Echopype: Interoperable and Scalable Processing of Ocean Sonar Data
Wu-Jung Lee, Applied Physics Laboratory University of Washington, Seattle, United States, Valentina Staneva, University of Washington, eScience Institute, Seattle, WA, United States and Kavin Nguyen, University of Washington, Department of Physics, United States
Abstract:
The recent broader availability of autonomous ocean sonar systems has created a data deluge. Despite their promising potential in advancing our understanding of the marine ecosystem, these new data remain significantly under-utilized. One of the root causes of this problem is the lack of interoperable data format and scalable analysis workflows that can be integrated with other oceanographic observations and adapt well with the rapidly increasing data volume. At present, most sonar data are stored in manufacturer-specific formats and analyzed using software packages that are mostly closed-source or written in proprietary languages. Many are GUI-based, which facilitates visual data exploration but hinders reproducibility. Furthermore, none of the existing packages supports parallel computation with random-access file formats. The sheer tedium in data wrangling has significantly diverted efforts of the research community away from answering scientific questions.

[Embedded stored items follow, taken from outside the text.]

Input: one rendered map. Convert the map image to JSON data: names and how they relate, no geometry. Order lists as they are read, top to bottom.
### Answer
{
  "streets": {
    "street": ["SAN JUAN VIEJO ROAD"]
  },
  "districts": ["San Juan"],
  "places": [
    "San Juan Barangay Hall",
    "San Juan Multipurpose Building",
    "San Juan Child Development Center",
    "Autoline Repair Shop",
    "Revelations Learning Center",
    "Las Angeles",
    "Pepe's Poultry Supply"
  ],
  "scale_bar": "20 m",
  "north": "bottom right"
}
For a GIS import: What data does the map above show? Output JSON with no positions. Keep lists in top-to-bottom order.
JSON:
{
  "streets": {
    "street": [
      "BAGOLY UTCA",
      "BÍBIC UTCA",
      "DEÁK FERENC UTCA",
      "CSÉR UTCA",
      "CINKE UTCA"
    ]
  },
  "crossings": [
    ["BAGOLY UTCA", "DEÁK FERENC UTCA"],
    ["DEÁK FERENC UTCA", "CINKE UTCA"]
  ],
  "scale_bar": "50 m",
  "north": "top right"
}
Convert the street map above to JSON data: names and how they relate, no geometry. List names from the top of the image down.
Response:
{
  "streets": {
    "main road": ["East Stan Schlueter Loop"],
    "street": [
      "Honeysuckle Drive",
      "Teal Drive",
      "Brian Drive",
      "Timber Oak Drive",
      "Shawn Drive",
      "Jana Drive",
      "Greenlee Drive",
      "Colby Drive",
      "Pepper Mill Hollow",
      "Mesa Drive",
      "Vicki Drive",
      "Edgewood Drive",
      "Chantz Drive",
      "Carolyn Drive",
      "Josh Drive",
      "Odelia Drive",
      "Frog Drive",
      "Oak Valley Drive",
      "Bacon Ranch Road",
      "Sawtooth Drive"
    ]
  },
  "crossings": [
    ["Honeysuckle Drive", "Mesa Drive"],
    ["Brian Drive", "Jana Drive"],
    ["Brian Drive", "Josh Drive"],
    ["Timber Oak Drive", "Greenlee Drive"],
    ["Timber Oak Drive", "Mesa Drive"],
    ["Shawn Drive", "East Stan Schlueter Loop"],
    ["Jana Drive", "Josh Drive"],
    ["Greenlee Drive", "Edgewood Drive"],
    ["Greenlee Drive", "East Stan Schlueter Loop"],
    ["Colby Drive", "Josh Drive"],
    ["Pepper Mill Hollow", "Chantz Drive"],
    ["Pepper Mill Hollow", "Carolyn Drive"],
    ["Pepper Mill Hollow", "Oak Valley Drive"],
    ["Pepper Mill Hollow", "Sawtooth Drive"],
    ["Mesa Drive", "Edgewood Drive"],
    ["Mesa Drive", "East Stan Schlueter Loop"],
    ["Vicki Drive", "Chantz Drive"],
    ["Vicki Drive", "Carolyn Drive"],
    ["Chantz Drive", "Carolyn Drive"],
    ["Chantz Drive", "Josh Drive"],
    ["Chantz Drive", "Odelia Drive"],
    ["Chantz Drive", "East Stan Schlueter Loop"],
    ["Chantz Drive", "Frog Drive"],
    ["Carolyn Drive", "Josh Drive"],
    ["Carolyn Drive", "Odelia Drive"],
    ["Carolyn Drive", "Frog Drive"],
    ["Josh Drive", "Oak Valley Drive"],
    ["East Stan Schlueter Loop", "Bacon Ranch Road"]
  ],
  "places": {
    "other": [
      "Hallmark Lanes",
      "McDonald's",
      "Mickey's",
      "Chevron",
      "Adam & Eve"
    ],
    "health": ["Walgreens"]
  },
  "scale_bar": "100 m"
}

We address these challenges by developing an open-source software package, echopype, that leverages the power of existing distributed computing libraries in the scientific Python stack, such as Xarray and Dask. Echopype provides tools to convert manufacturer-specific data files to netCDF, which enables explicit and scalable computation of sonar data in a labeled, multi-dimensional format that is familiar to the wider oceanography and earth science communities. In this presentation, we will demonstrate echopype functionalities by directly processing publicly-available sonar data streams from the Ocean Observatories Initiative network in a cloud-hosted Jupyter environment. We envision the continued development of echopype as a catalyst to an open, community-driven effort in establishing best practices for analyzing large ocean sonar data sets.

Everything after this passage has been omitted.